Everything You Need To Know About ALS


Amyotrophic Lateral Sclerosis or ALS for short has a Greek origin. Amyotrophic comes from ” myo,” which means “without a muscle,” and “troph,” which means “food.” Around the mid-19th century, the word “amyotrophic” meant weak or malfunctioning muscles. “Lateral,” on the other hand, describes the parts of the spinal cord that hosts the nerve cells responsible for the movement of the muscles. Where there is a degeneration of this part of the spine, there is a resulting scarring or hardening of such parts —sclerosis. This hardening then hinders the effective transmission of nerve signals.

Therefore, Amyotrophic Lateral Sclerosis —or simply ALS— is a distinct and rare neurological disease affecting the nerve cells in the brain and spinal cord. As mentioned earlier, these nerve cells control the voluntary movement of muscles, such as talking and walking. ALS is known to be a progressive disease, and as of today, neither a cure nor any proper treatment can reverse the disease’s progression. 

This condition causes the motor neurons in the body to decline in functionality and die. This lack of function implies that the motor neurons have stopped sending messages to the muscles, which may, in turn, weaken them. The muscles then start to twitch before eventually wasting away. Ultimately, the brain loses control of the body’s voluntary movements. 

Symptoms of ALS 

The early symptoms of this disease include: 

  • Muscle Cramps;
  • Spasticity —i.e., stiff and tight muscles.
  • Nasal and slurred speech;
  • The patient finds it difficult to chew or swallow and;
  • Certain muscle weaknesses will affect an arm, leg, neck, and diaphragm. 

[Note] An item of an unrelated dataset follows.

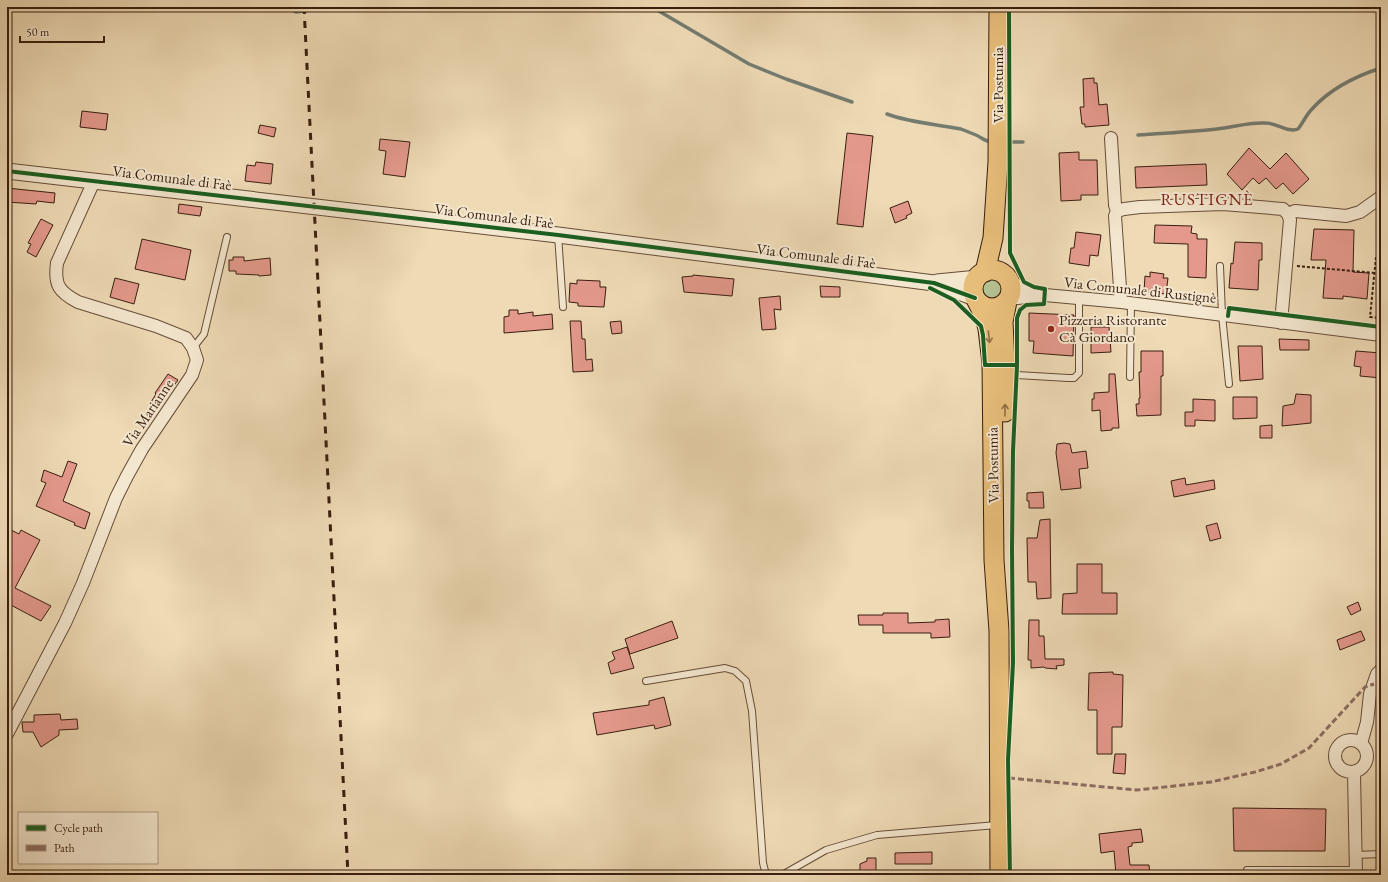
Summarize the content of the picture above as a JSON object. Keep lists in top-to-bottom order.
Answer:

With the progression of the disease, other problems may develop. These include:

  • Patients with ALS will notice a significant decline in their ability to move. Ultimately, this can prevent them from standing, walking, or even getting out of bed. 
  • These patients will also have a hard time chewing food and swallowing. 
  • Additionally, these patients will eventually not be able to breathe independently and ultimately need a ventilator. 
  • ALS will hinder such patients from maintaining weight. 
  • Severe muscle cramps and neuropathy will occur.
  • Finally, the patient may suffer from anxiety and depression because their mental faculties remain intact, taking note of their progressive loss of function.

Risk Factors of ALS 

There are several risk factors for ALS. These include:

  • Genetics: About 5 to 10% of people are known to inherit ALS from their parents. 
  • Age: Although ALS can develop at any stage in life, the risk of developing such a disease increases from age 55 and beyond. 
  • Sex: Moreso men are more likely to develop ALS than women before they reach age 65. By age 70, the risk is the same for both sexes.
  • Race and ethnicity: Finally, non-Hispanics and whites are more likely to develop ALS.